▶ YOUR INSTRUCTIONS: The copy you produce must repeat each record exactly and contain no pictures.
######
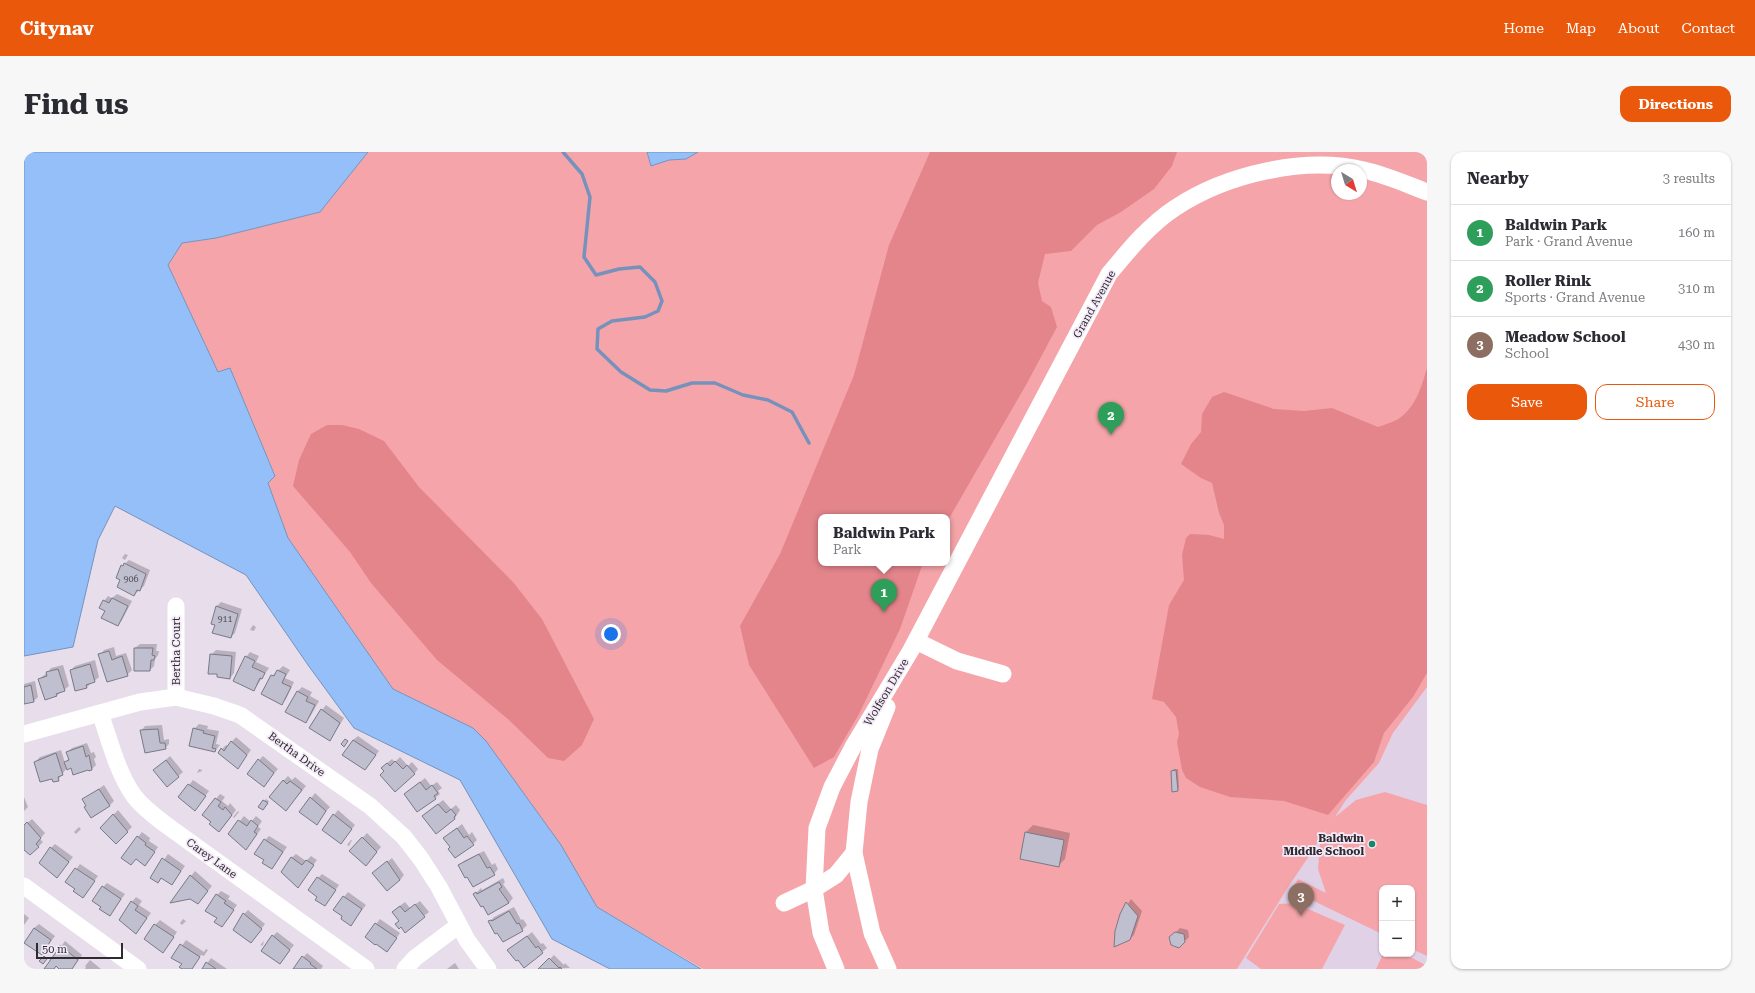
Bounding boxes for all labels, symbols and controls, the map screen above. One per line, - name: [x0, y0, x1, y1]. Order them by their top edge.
- text: Citynav: [20, 17, 94, 40]
- text: Home: [1503, 20, 1544, 36]
- text: Map: [1566, 20, 1596, 36]
- text: About: [1618, 20, 1660, 36]
- text: Contact: [1682, 20, 1735, 36]
- button: Directions: [1620, 86, 1731, 122]
- text: Find us: [24, 88, 128, 121]
- north arrow: [1331, 164, 1367, 200]
- text: Nearby: [1467, 168, 1529, 188]
- text: 3 results: [1663, 171, 1715, 186]
- text: Baldwin Park: [1505, 216, 1607, 234]
- text: 1: [1476, 225, 1484, 240]
- text: 160 m: [1678, 225, 1715, 240]
- text: Park · Grand Avenue: [1505, 234, 1633, 249]
- street label: Grand Avenue: [1070, 268, 1118, 340]
- text: Roller Rink: [1505, 272, 1591, 290]
- text: 2: [1476, 281, 1484, 296]
- text: 310 m: [1678, 281, 1715, 296]
- text: Sports · Grand Avenue: [1505, 290, 1645, 305]
- text: Meadow School: [1505, 328, 1626, 346]
- text: 3: [1476, 337, 1484, 352]
- text: 430 m: [1678, 337, 1715, 352]
- text: School: [1505, 346, 1549, 361]
- button: Save: [1467, 384, 1587, 420]
- button: Share: [1595, 384, 1715, 420]
- pin: 2: [1098, 402, 1124, 435]
- popup: [818, 514, 950, 566]
- text: Baldwin Park: [833, 524, 935, 542]
- text: Park: [833, 542, 862, 557]
- house number: 906: [123, 574, 139, 584]
- pin: 1: [871, 579, 897, 612]
- house number: 911: [217, 614, 233, 624]
- street label: Bertha Court: [170, 617, 183, 685]
- your location: [601, 624, 621, 644]
- street label: Wolfson Drive: [861, 657, 911, 728]
- street label: Bertha Drive: [266, 730, 328, 779]
- place label: Baldwin Middle School: [1284, 832, 1365, 858]
- street label: Carey Lane: [184, 836, 240, 881]
- marker: Baldwin Middle School: [1367, 839, 1377, 849]
- pin: 3: [1288, 883, 1314, 916]
- map controls: [1379, 885, 1415, 957]
- button: +: [1379, 885, 1415, 921]
- button: −: [1379, 921, 1415, 957]
- scale bar: [36, 941, 123, 960]
- text: 50 m: [42, 943, 67, 956]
######
▶ SOLUTION TO THIS EXERCISE:
Bounding boxes for all labels, symbols and controls, the map screen above. One per line, - name: [x0, y0, x1, y1]. Order them by their top edge.
- text: Citynav: [20, 17, 94, 40]
- text: Home: [1503, 20, 1544, 36]
- text: Map: [1566, 20, 1596, 36]
- text: About: [1618, 20, 1660, 36]
- text: Contact: [1682, 20, 1735, 36]
- button: Directions: [1620, 86, 1731, 122]
- text: Find us: [24, 88, 128, 121]
- north arrow: [1331, 164, 1367, 200]
- text: Nearby: [1467, 168, 1529, 188]
- text: 3 results: [1663, 171, 1715, 186]
- text: Baldwin Park: [1505, 216, 1607, 234]
- text: 1: [1476, 225, 1484, 240]
- text: 160 m: [1678, 225, 1715, 240]
- text: Park · Grand Avenue: [1505, 234, 1633, 249]
- street label: Grand Avenue: [1070, 268, 1118, 340]
- text: Roller Rink: [1505, 272, 1591, 290]
- text: 2: [1476, 281, 1484, 296]
- text: 310 m: [1678, 281, 1715, 296]
- text: Sports · Grand Avenue: [1505, 290, 1645, 305]
- text: Meadow School: [1505, 328, 1626, 346]
- text: 3: [1476, 337, 1484, 352]
- text: 430 m: [1678, 337, 1715, 352]
- text: School: [1505, 346, 1549, 361]
- button: Save: [1467, 384, 1587, 420]
- button: Share: [1595, 384, 1715, 420]
- pin: 2: [1098, 402, 1124, 435]
- popup: [818, 514, 950, 566]
- text: Baldwin Park: [833, 524, 935, 542]
- text: Park: [833, 542, 862, 557]
- house number: 906: [123, 574, 139, 584]
- pin: 1: [871, 579, 897, 612]
- house number: 911: [217, 614, 233, 624]
- street label: Bertha Court: [170, 617, 183, 685]
- your location: [601, 624, 621, 644]
- street label: Wolfson Drive: [861, 657, 911, 728]
- street label: Bertha Drive: [266, 730, 328, 779]
- place label: Baldwin Middle School: [1284, 832, 1365, 858]
- street label: Carey Lane: [184, 836, 240, 881]
- marker: Baldwin Middle School: [1367, 839, 1377, 849]
- pin: 3: [1288, 883, 1314, 916]
- map controls: [1379, 885, 1415, 957]
- button: +: [1379, 885, 1415, 921]
- button: −: [1379, 921, 1415, 957]
- scale bar: [36, 941, 123, 960]
- text: 50 m: [42, 943, 67, 956]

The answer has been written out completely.